Review for NeurIPS paper: Trajectory-wise Multiple Choice Learning for Dynamics Generalization in Reinforcement Learning

NeurIPS 2020

Trajectory-wise Multiple Choice Learning for Dynamics Generalization in Reinforcement Learning

Review 1

Summary and Contributions: This paper addresses the problem of a reinforcement learning agent that has been trained in a variety of related environments and now faces a novel (still related) environment. The goal is to help the agent quickly adapt to the new dynamics. The main idea here is to leverage Multiple-Choice Learning, in which an ensemble is trained with the goal that at least one member of the ensemble should make the correct prediction (this is in contrast with other ensemble frameworks in which predictions are made by averaging predictions or by majority vote). In this case MCL is implemented by adding multiple prediction heads to a dynamics model. The heads are encouraged to specialize in different dynamics by training only the most accurate head in any given example. Experiments demonstrate in simulated robotics domains that T-MCL can adapt to unseen dynamics more readily than existing approaches and ablation studies show the importance of various components of the architecture.

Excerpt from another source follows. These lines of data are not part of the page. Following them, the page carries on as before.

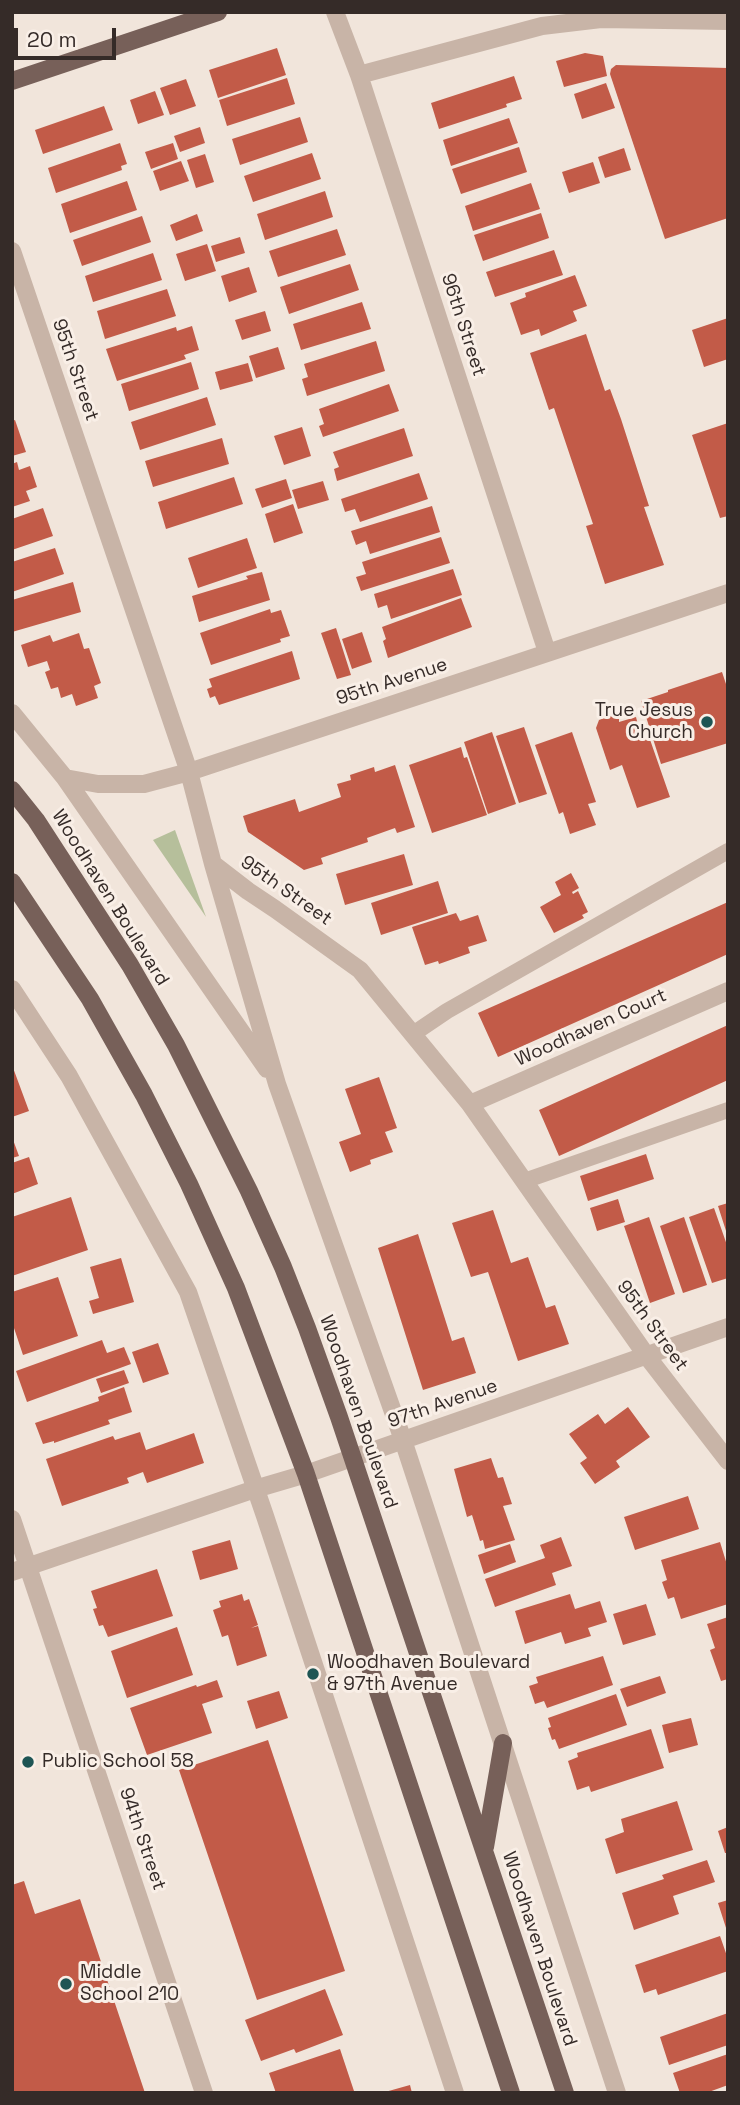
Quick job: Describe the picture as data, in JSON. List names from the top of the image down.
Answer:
{
  "streets": {
    "main road": ["Woodhaven Boulevard"],
    "street": [
      "96th Street",
      "95th Street",
      "95th Avenue",
      "Woodhaven Court",
      "97th Avenue",
      "94th Street"
    ]
  },
  "crossings": [
    ["96th Street", "95th Avenue"],
    ["95th Street", "95th Avenue"],
    ["95th Street", "Woodhaven Boulevard"],
    ["95th Street", "Woodhaven Court"],
    ["95th Street", "97th Avenue"],
    ["95th Avenue", "Woodhaven Boulevard"],
    ["Woodhaven Boulevard", "97th Avenue"],
    ["97th Avenue", "94th Street"]
  ],
  "places": [
    "True Jesus Church",
    "Woodhaven Boulevard & 97th Avenue",
    "Public School 58",
    "Middle School 210"
  ],
  "scale_bar": "20 m"
}
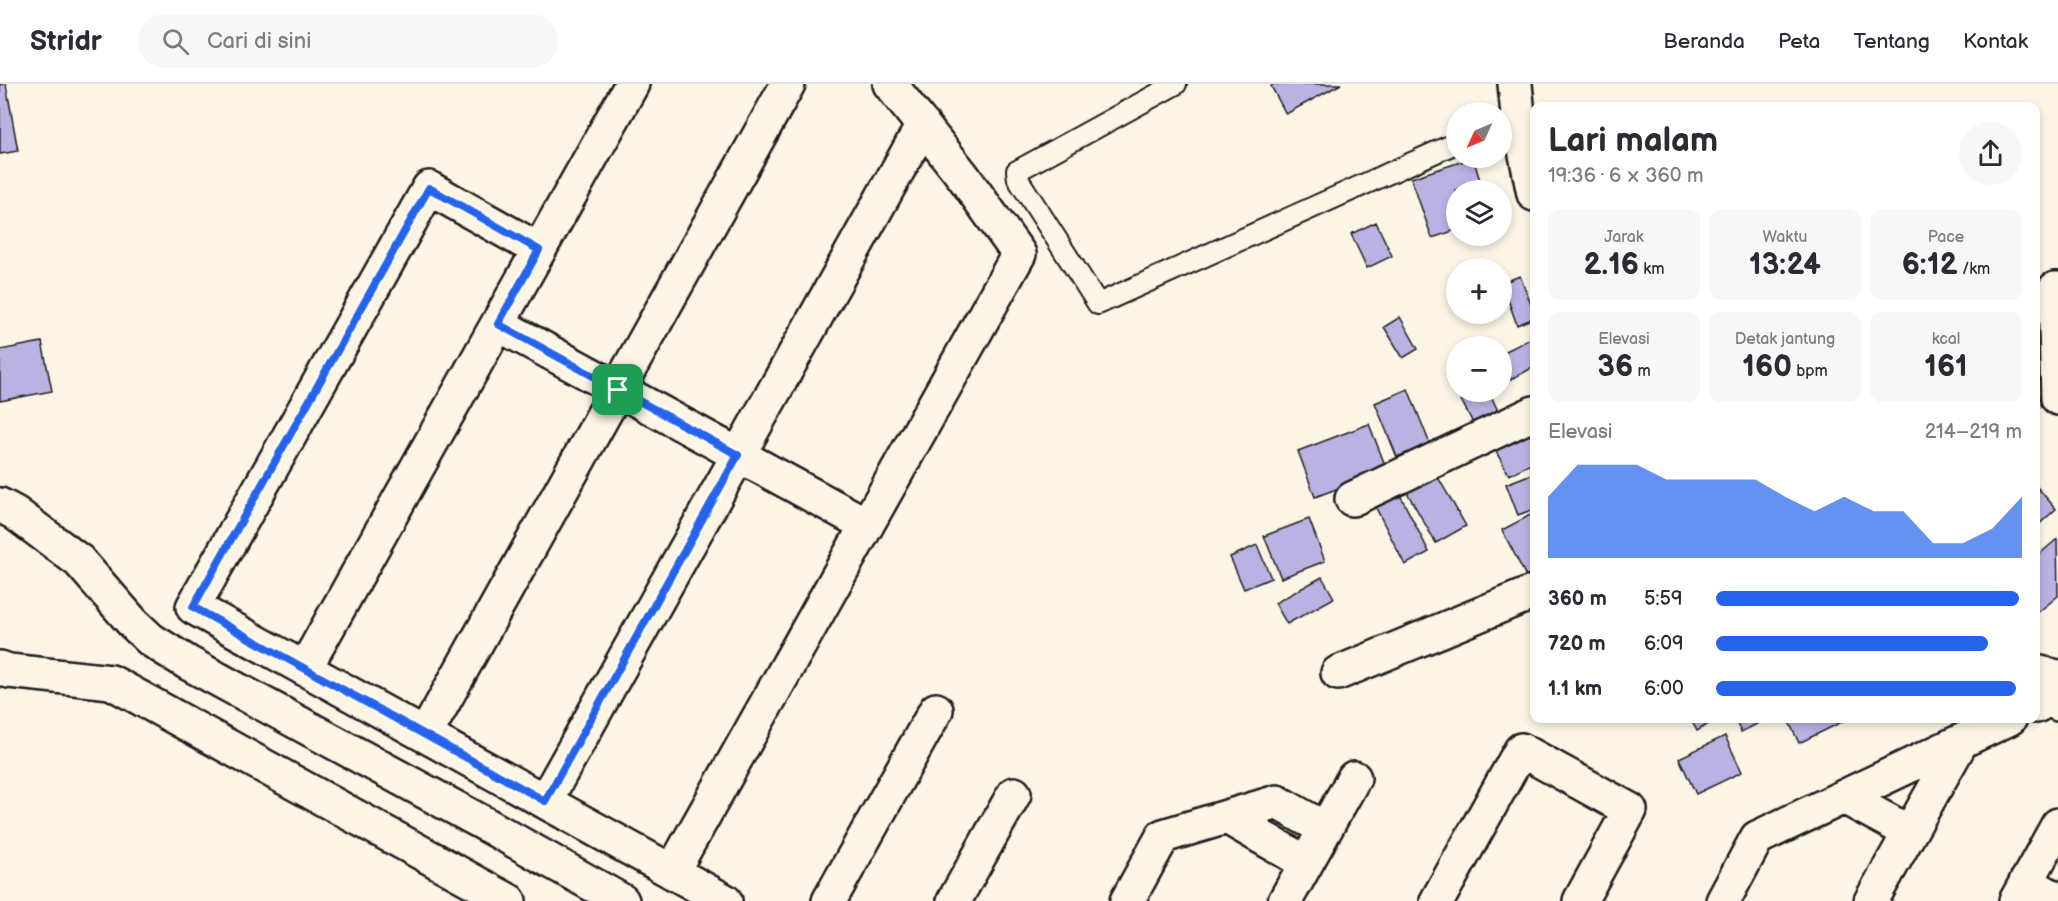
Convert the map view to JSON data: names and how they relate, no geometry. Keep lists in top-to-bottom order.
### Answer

Strengths: - The problem of developing agents that are robust to small changes in dynamics is important for making RL approaches more applicable in messy real-world settings. - Presents a novel (as far as I know) application of MCL to model-based RL. - Empirical work is strong: in addition to positive "cook-off" results, investigatory experiments support hypotheses about why the approach is effective and several ablation studies investigate the importance of individual components and their integration.

Weaknesses: A weakness of the paper is that I didn't find a clear discussion of drawbacks and limitations of the approach. Under what circumstances is this approach likely to fail? What implicit assumptions are made by the design decisions? One that occurs to me is that it doesn't seem like this approach would improve transfer/adaptation to a single change in dynamics and instead relies on the agent being exposed to a variety of MDPs in order to interpolate between them. The paper would be strengthened if it, in addition to demonstrating the benefits of the approach, clearly identified problems left open and barriers left to surmount.

Correctness: I am not aware of technical errors in this work.

Clarity: For the most part I found the paper to be clearly expressed. The main exception to this occurs in the beginning. From the abstract and the introduction I honestly had a hard time nailing down what problem this paper was even addressing. The term "model-based RL" is used a fair bit, but that is not specific enough. This paper is not just addressing the RL problem with a model-based approach, but rather it goes after the multi-task learning or meta-learning or transfer learning, or whatever you want to label this with. I think that needs to be made much more clear up front. Also there is much attention given to "the multi-model nature of environments." Even after a close reading of the entire paper I am still not 100% sure I understand what this means. What distribution is multi-modal in this statement? Do all environments have this property? What causes this multi-modality and why is it a problem for existing work? Now that I have read the whole paper I can make guesses about how the authors would answer those questions, but I think it's important that these foundational points be super clear in the beginning of the paper.

Relation to Prior Work: The authors do a good job of surveying existing work that addresses adaptation to changes in dynamics in the RL literature.

Reproducibility: Yes

Additional Feedback: After author response: Thank you to the authors for this response. I feel that most of my comments have been addressed to my satisfaction. I will re-emphasize that the introduction needs to do a much better job of clearly expressing the hypothesized connection between dynamics generalization and multi-modality. The paper needs to offer more argument to connect these two and, in so doing, it needs to clearly identify the limits of this intuition (i.e. are there dynamics generalization tasks where multi-modality is not a key issue).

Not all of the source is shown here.